Начиная эти записки, я поклялся себе
избегать мало-мальски интимных подробностей и во всяком
случае не писать
ничего плохого о женщинах, удостаивавших меня своим
вниманием.
Aut bene, aut nihil
!
И про мою Женечку я мог бы сказать очень
много хорошего.

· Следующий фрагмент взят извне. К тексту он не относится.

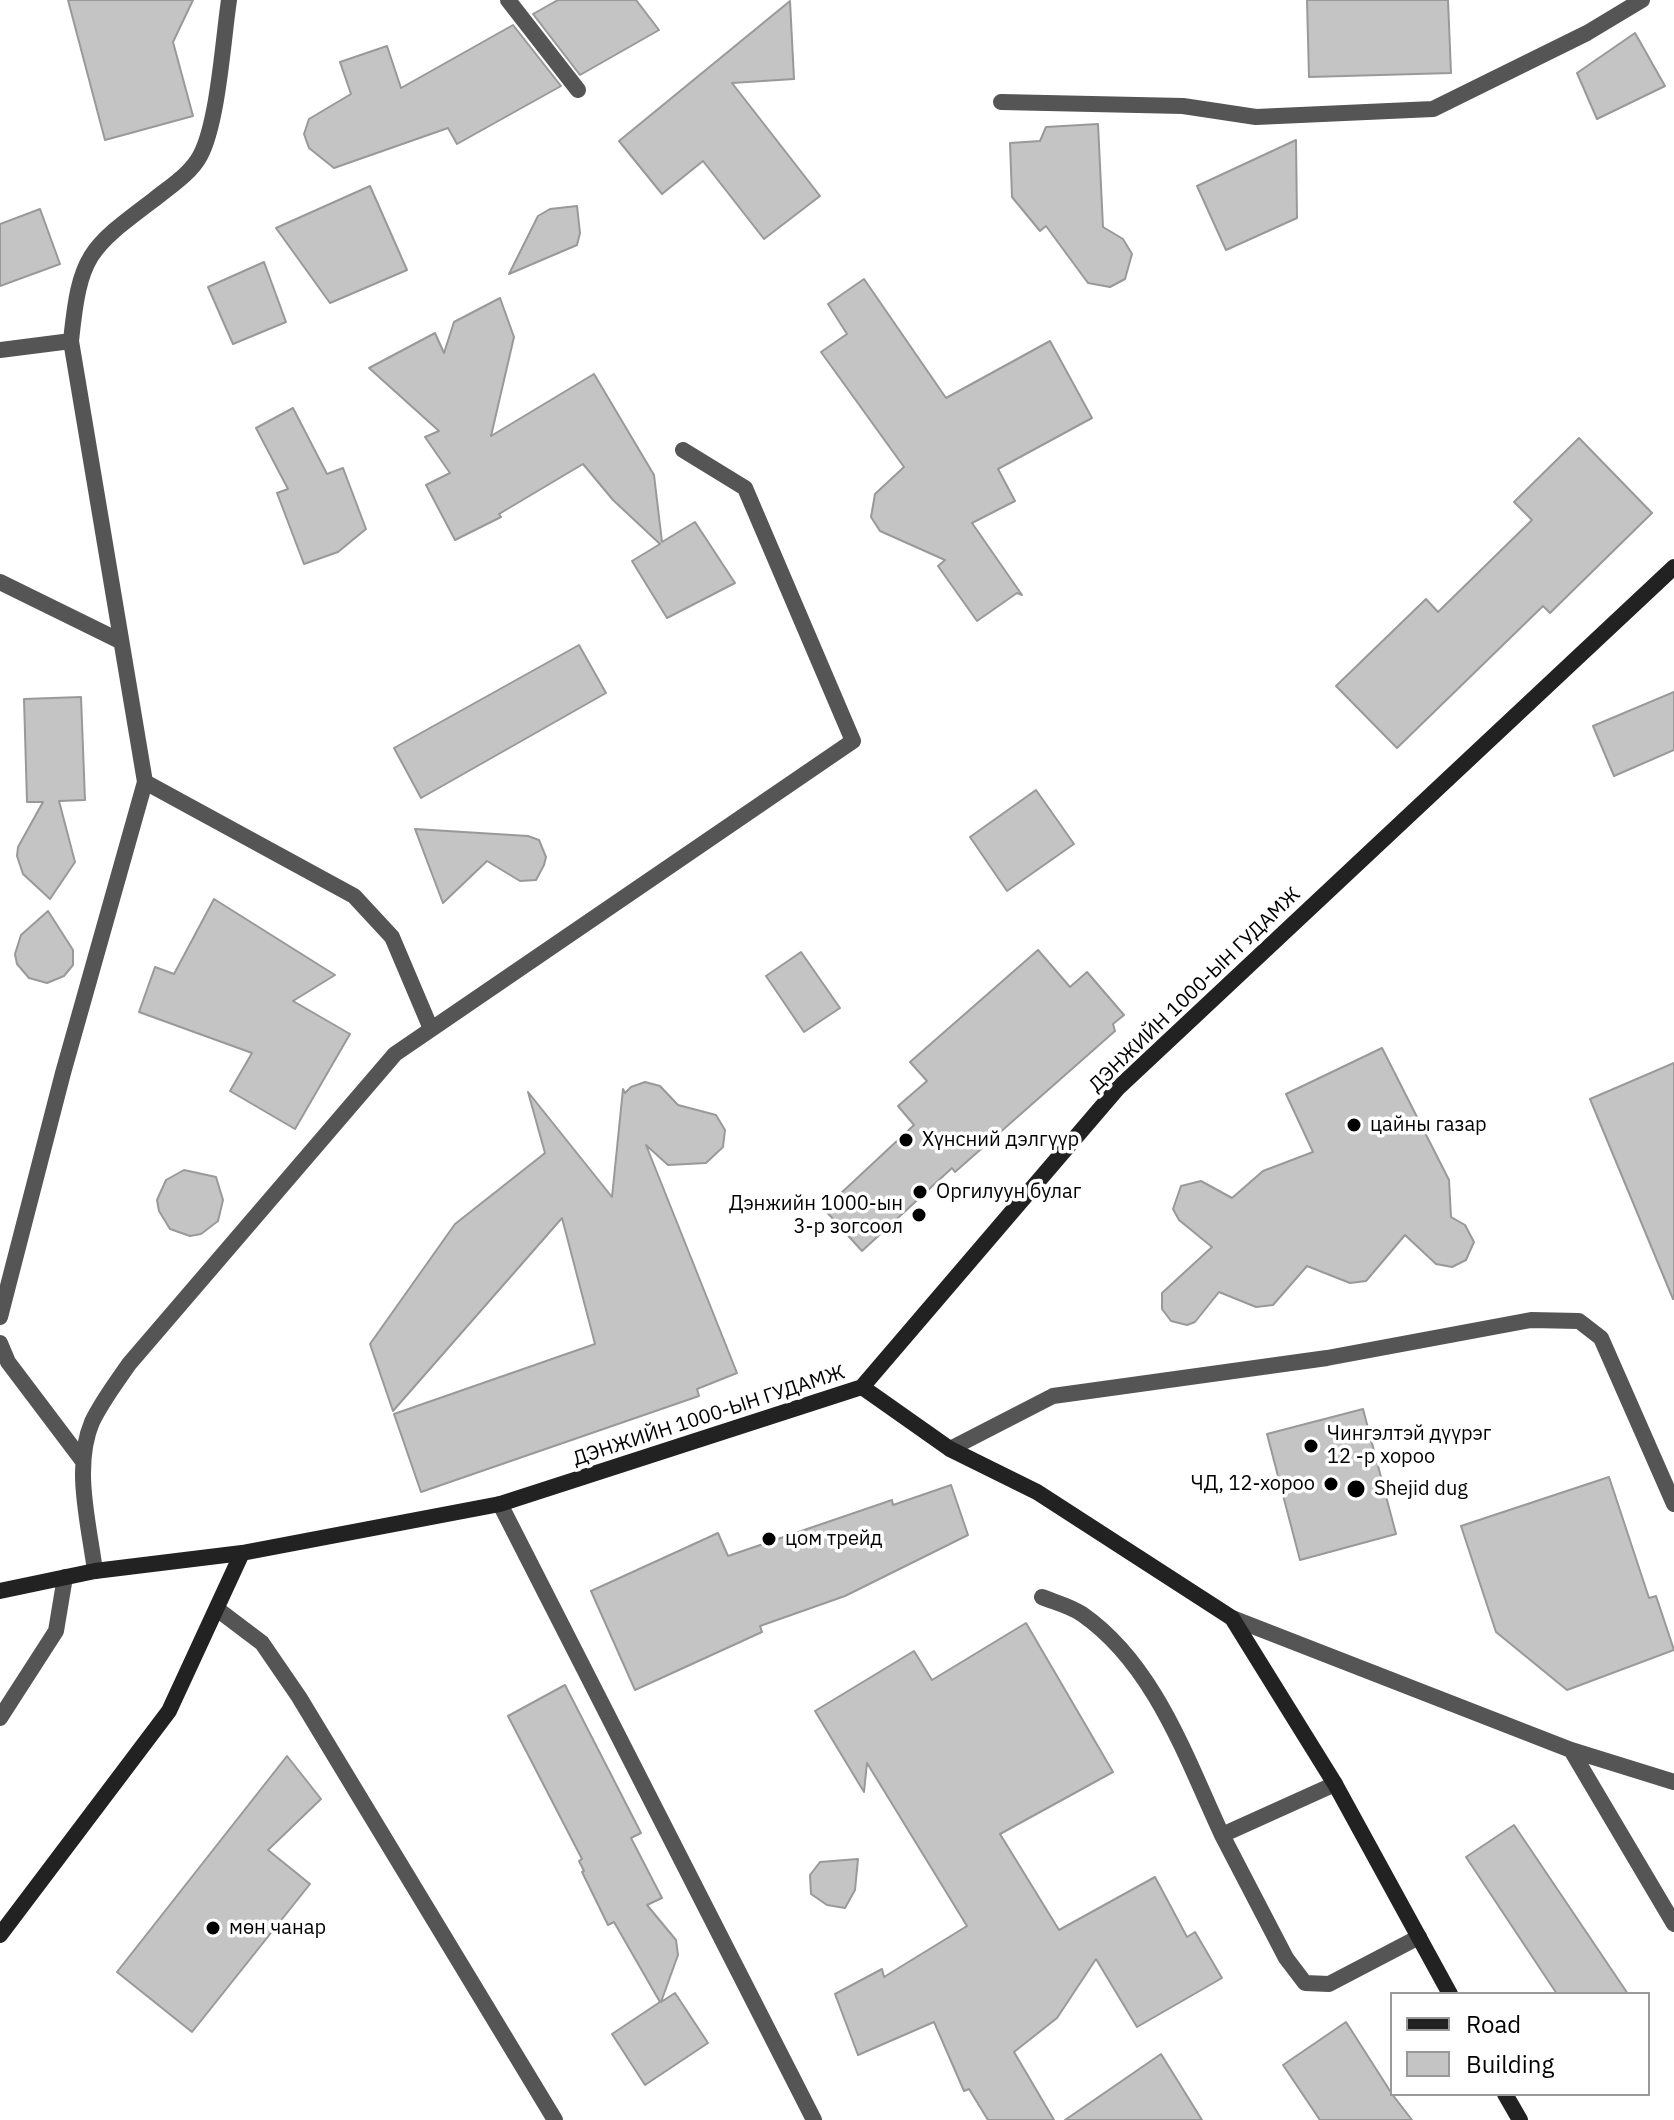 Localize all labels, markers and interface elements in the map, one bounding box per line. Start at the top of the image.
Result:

И скажу, хоть она уже много лет не моя.
Я был в
неё очень сильно влюблён (думаю, взаимно, хотя она всё же,
скорее подставляла щёку).
Красавица, умница, из очень хорошей, интеллигентной семьи (отец
её, авиационный инженер, добрейшей души человек,
был руководителем отдела в некоем ящике, мать была
кандидатом наук, работала в библиотеке Минсельхоза).
Нам нравились одни и те же книги, стихи, фильмы, мы даже
внешне были похожи
– нас нередко принимали за брата и сестру...
Сейчас я думаю, что это, может быть, не так уж хорошо, но
тогда мне всё казалось замечательным.
Забегая
вперёд, скажу, что и на профессиональной стезе она проявила
себя более чем достойно
–
как в поликлинике,
так и позже, в Русаковской детской больнице, где она
работала много лет, оперирующий хирург высшей категориии.
Итак,
вернулся лейтенантик – сыграли
свадьбу.
Была она в ресторане "Белград" на Смоленской площади и
запомнилась одной забавной деталью.
Хороший друг и ученик моего отца, Отар Георгиевич Гвахария,
очень тепло ко мне относившийся и занимавший в то время
довольно высокий пост в Грузии, взял на себя роль тамады и в
качестве свадебного подарка привёз два ящика
отборнейшего вина которого я раньше и не видывал ("Оджалеши",
"Твиши", "Ахашени" и пр. – в Москве
такого и в заводе не было).
В итоге водки за столом вообще никто не пил, все гости пили
только превосходное вино.
Ни одного перепившего – официантов
это повергло просто в ступор.
А в качестве свадебного путешествия поехали мы с Женей на
Куршскую косу и провели там две отличных недели.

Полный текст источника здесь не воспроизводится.